● EXERCISE DETAILS
Before copying, set the pictures aside; then repeat every line below verbatim.

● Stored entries
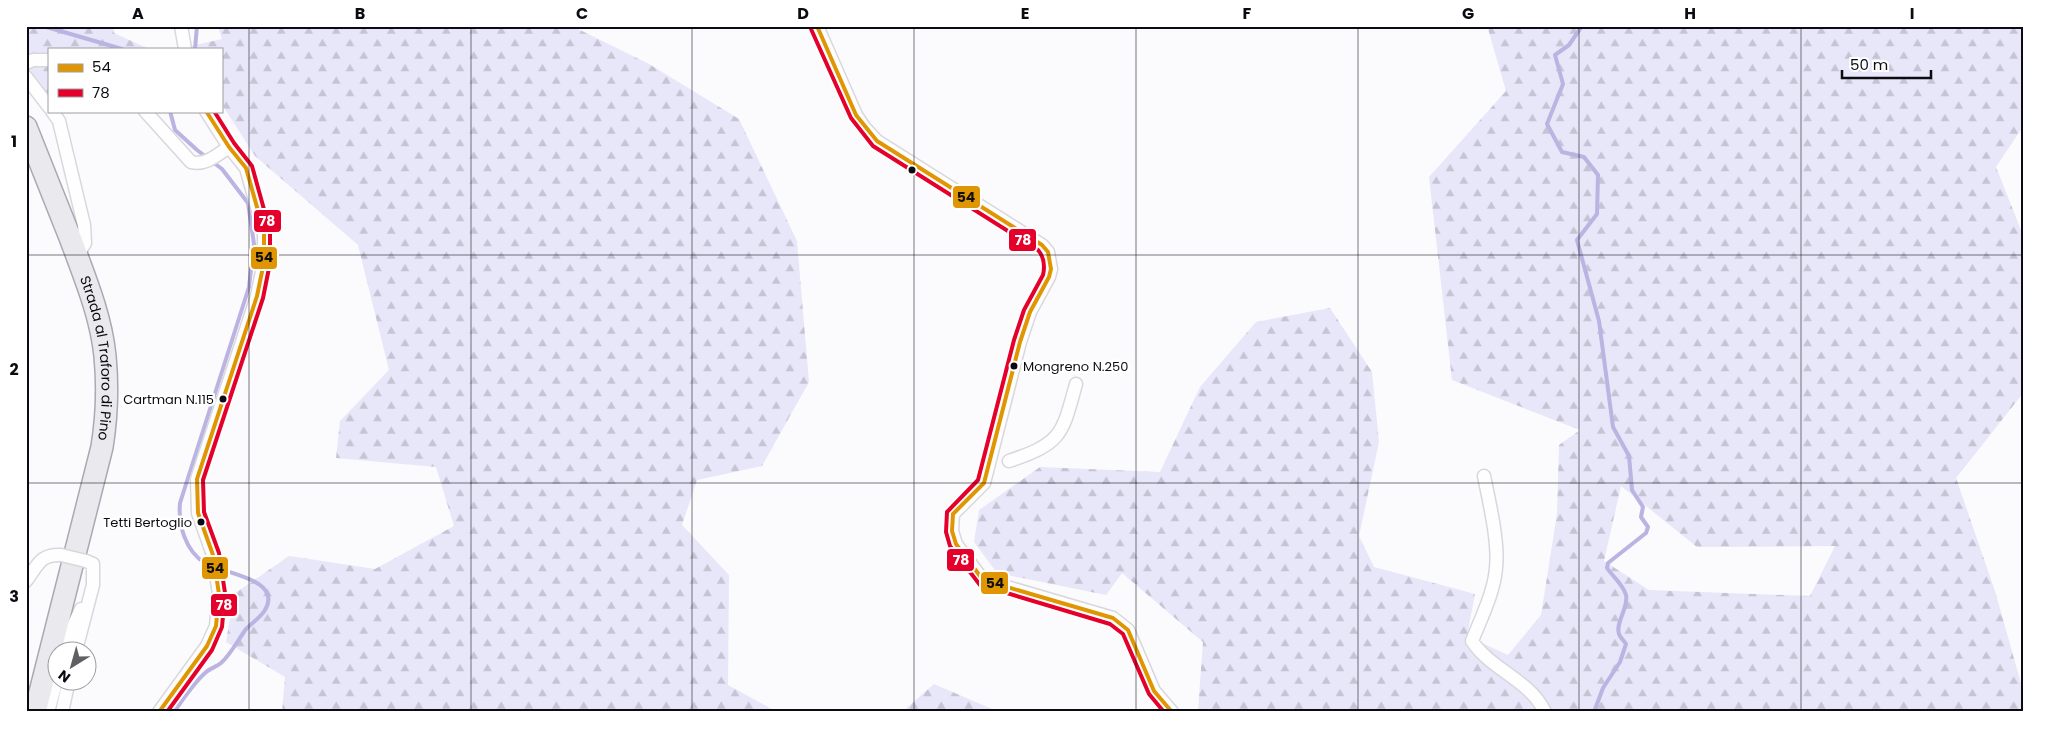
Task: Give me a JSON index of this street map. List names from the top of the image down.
{
  "streets": {
    "main road": ["Strada al Traforo di Pino"]
  },
  "places": ["Mongreno N.250", "Cartman N.115", "Tetti Bertoglio"],
  "lines": ["transit line 54", "transit line 78"],
  "legend": ["54", "78"],
  "scale_bar": "50 m",
  "north": "bottom left",
  "grid": {
    "columns": [
      "A",
      "B",
      "C",
      "D",
      "E",
      "F",
      "G",
      "H",
      "I"
    ],
    "rows": ["1", "2", "3"]
  }
}
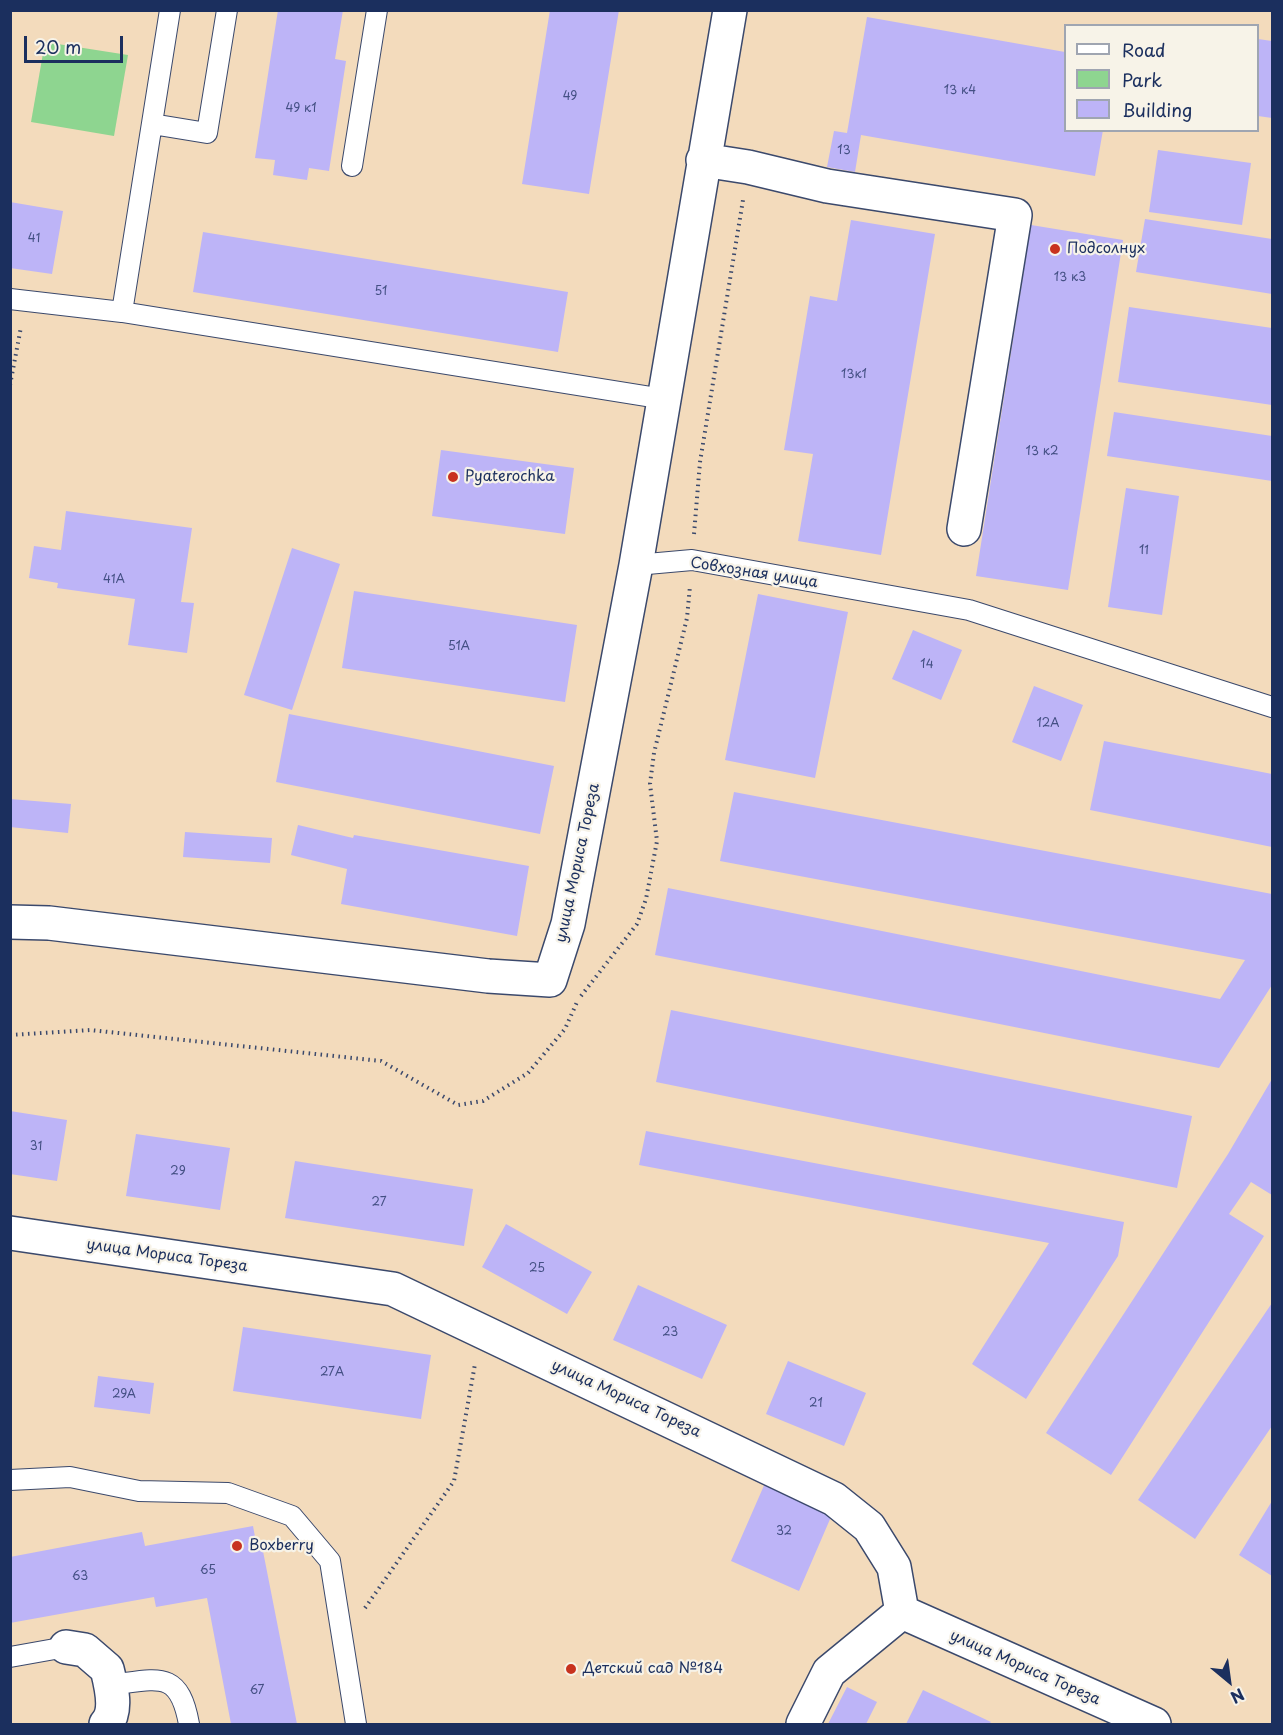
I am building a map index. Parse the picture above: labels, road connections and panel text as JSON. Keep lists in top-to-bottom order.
{
  "streets": {
    "street": ["улица Мориса Тореза"],
    "lane": ["Совхозная улица"]
  },
  "crossings": [
    ["Совхозная улица", "улица Мориса Тореза"]
  ],
  "places": [
    "Подсолнух",
    "Pyaterochka",
    "Boxberry",
    "Детский сад №184"
  ],
  "house_numbers": [
    "13 к4",
    "49",
    "49 к1",
    "13",
    "41",
    "13 к3",
    "51",
    "13к1",
    "13 к2",
    "11",
    "41А",
    "51А",
    "14",
    "12А",
    "31",
    "29",
    "27",
    "25",
    "23",
    "27А",
    "29А",
    "21",
    "32",
    "65",
    "63",
    "67"
  ],
  "legend": ["Road", "Park", "Building"],
  "scale_bar": "20 m",
  "north": "bottom right"
}
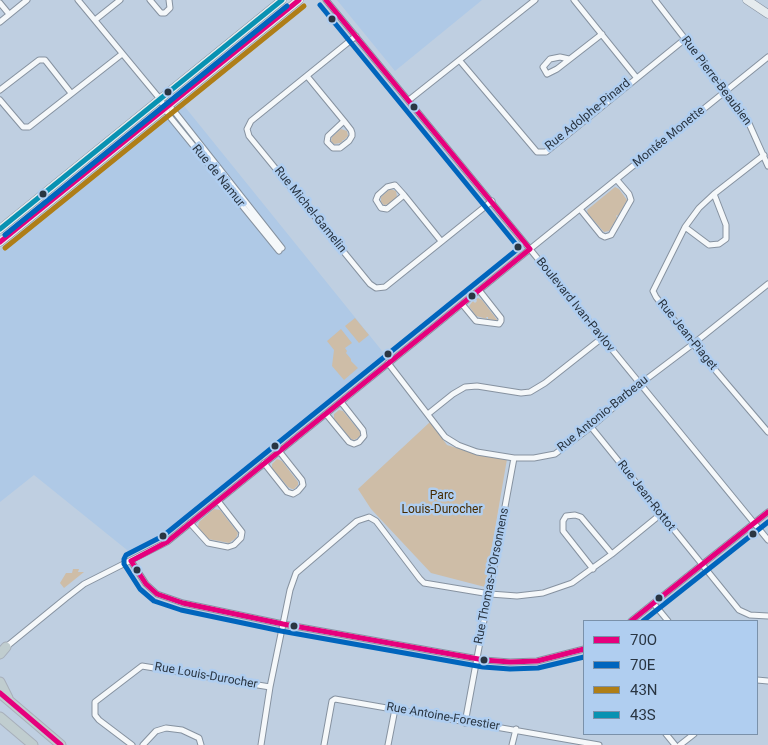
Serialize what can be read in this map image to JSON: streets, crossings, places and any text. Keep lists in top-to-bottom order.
{
  "streets": {
    "street": [
      "Rue Pierre-Beaubien",
      "Rue Adolphe-Pinard",
      "Montée Monette",
      "Rue de Namur",
      "Rue Michel-Gamelin",
      "Boulevard Ivan-Pavlov",
      "Rue Jean-Piaget",
      "Rue Antonio-Barbeau",
      "Rue Jean-Rottot",
      "Rue Thomas-D'Orsonnens",
      "Rue Louis-Durocher",
      "Rue Antoine-Forestier"
    ]
  },
  "crossings": [
    ["Rue Pierre-Beaubien", "Rue Adolphe-Pinard"],
    ["Rue Pierre-Beaubien", "Montée Monette"],
    ["Rue Pierre-Beaubien", "Rue Jean-Piaget"],
    ["Montée Monette", "Boulevard Ivan-Pavlov"],
    ["Montée Monette", "Rue Antonio-Barbeau"],
    ["Rue Michel-Gamelin", "Boulevard Ivan-Pavlov"],
    ["Boulevard Ivan-Pavlov", "Rue Antonio-Barbeau"],
    ["Rue Jean-Piaget", "Rue Antonio-Barbeau"],
    ["Rue Antonio-Barbeau", "Rue Jean-Rottot"],
    ["Rue Antonio-Barbeau", "Rue Thomas-D'Orsonnens"],
    ["Rue Jean-Rottot", "Rue Louis-Durocher"],
    ["Rue Thomas-D'Orsonnens", "Rue Louis-Durocher"],
    ["Rue Thomas-D'Orsonnens", "Rue Antoine-Forestier"]
  ],
  "parks": ["Parc Louis-Durocher"],
  "lines": [
    "transit line 70O",
    "transit line 43S",
    "transit line 70E",
    "transit line 43N"
  ],
  "legend": [
    "70O",
    "70E",
    "43N",
    "43S"
  ]
}
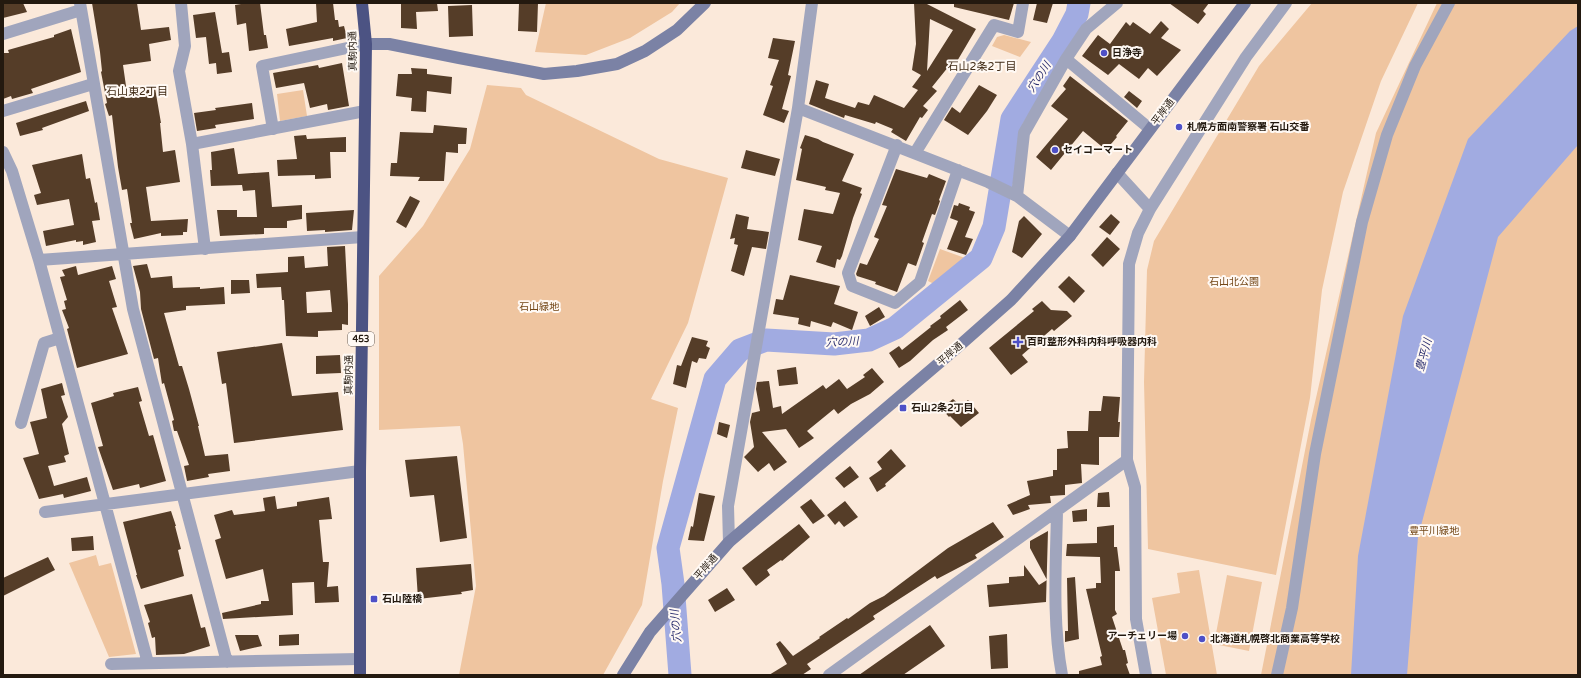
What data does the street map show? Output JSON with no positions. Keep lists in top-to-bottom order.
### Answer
{
  "streets": {
    "highway": ["真駒内通", "453"],
    "street": ["平岸通"]
  },
  "districts": ["石山2条2丁目", "石山東2丁目"],
  "water": ["穴の川", "豊平川"],
  "parks": ["石山北公園", "石山緑地", "豊平川緑地"],
  "places": {
    "other": [
      "日浄寺",
      "札幌方面南警察署 石山交番",
      "セイコーマート",
      "アーチェリー場",
      "北海道札幌啓北商業高等学校"
    ],
    "health": ["百町整形外科内科呼吸器内科"],
    "transit": ["石山2条2丁目", "石山陸橋"]
  }
}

● ANSWER FOR THIS EXERCISE
Task: Give me a JSON index of this street map. List names from the top of the image down.
{
  "streets": {
    "main road": ["Strada al Traforo di Pino"]
  },
  "places": ["Mongreno N.250", "Cartman N.115", "Tetti Bertoglio"],
  "lines": ["transit line 54", "transit line 78"],
  "legend": ["54", "78"],
  "scale_bar": "50 m",
  "north": "bottom left",
  "grid": {
    "columns": [
      "A",
      "B",
      "C",
      "D",
      "E",
      "F",
      "G",
      "H",
      "I"
    ],
    "rows": ["1", "2", "3"]
  }
}
I am building a map index. Parse the picture above: labels, road connections and panel text as JSON. Keep lists in top-to-bottom order.
{
  "streets": {
    "street": ["улица Мориса Тореза"],
    "lane": ["Совхозная улица"]
  },
  "crossings": [
    ["Совхозная улица", "улица Мориса Тореза"]
  ],
  "places": [
    "Подсолнух",
    "Pyaterochka",
    "Boxberry",
    "Детский сад №184"
  ],
  "house_numbers": [
    "13 к4",
    "49",
    "49 к1",
    "13",
    "41",
    "13 к3",
    "51",
    "13к1",
    "13 к2",
    "11",
    "41А",
    "51А",
    "14",
    "12А",
    "31",
    "29",
    "27",
    "25",
    "23",
    "27А",
    "29А",
    "21",
    "32",
    "65",
    "63",
    "67"
  ],
  "legend": ["Road", "Park", "Building"],
  "scale_bar": "20 m",
  "north": "bottom right"
}
Serialize what can be read in this map image to JSON: streets, crossings, places and any text. Keep lists in top-to-bottom order.
{
  "streets": {
    "street": [
      "Rue Pierre-Beaubien",
      "Rue Adolphe-Pinard",
      "Montée Monette",
      "Rue de Namur",
      "Rue Michel-Gamelin",
      "Boulevard Ivan-Pavlov",
      "Rue Jean-Piaget",
      "Rue Antonio-Barbeau",
      "Rue Jean-Rottot",
      "Rue Thomas-D'Orsonnens",
      "Rue Louis-Durocher",
      "Rue Antoine-Forestier"
    ]
  },
  "crossings": [
    ["Rue Pierre-Beaubien", "Rue Adolphe-Pinard"],
    ["Rue Pierre-Beaubien", "Montée Monette"],
    ["Rue Pierre-Beaubien", "Rue Jean-Piaget"],
    ["Montée Monette", "Boulevard Ivan-Pavlov"],
    ["Montée Monette", "Rue Antonio-Barbeau"],
    ["Rue Michel-Gamelin", "Boulevard Ivan-Pavlov"],
    ["Boulevard Ivan-Pavlov", "Rue Antonio-Barbeau"],
    ["Rue Jean-Piaget", "Rue Antonio-Barbeau"],
    ["Rue Antonio-Barbeau", "Rue Jean-Rottot"],
    ["Rue Antonio-Barbeau", "Rue Thomas-D'Orsonnens"],
    ["Rue Jean-Rottot", "Rue Louis-Durocher"],
    ["Rue Thomas-D'Orsonnens", "Rue Louis-Durocher"],
    ["Rue Thomas-D'Orsonnens", "Rue Antoine-Forestier"]
  ],
  "parks": ["Parc Louis-Durocher"],
  "lines": [
    "transit line 70O",
    "transit line 43S",
    "transit line 70E",
    "transit line 43N"
  ],
  "legend": [
    "70O",
    "70E",
    "43N",
    "43S"
  ]
}
What data does the street map show? Output JSON with no positions. Keep lists in top-to-bottom order.
### Answer
{
  "streets": {
    "highway": ["真駒内通", "453"],
    "street": ["平岸通"]
  },
  "districts": ["石山2条2丁目", "石山東2丁目"],
  "water": ["穴の川", "豊平川"],
  "parks": ["石山北公園", "石山緑地", "豊平川緑地"],
  "places": {
    "other": [
      "日浄寺",
      "札幌方面南警察署 石山交番",
      "セイコーマート",
      "アーチェリー場",
      "北海道札幌啓北商業高等学校"
    ],
    "health": ["百町整形外科内科呼吸器内科"],
    "transit": ["石山2条2丁目", "石山陸橋"]
  }
}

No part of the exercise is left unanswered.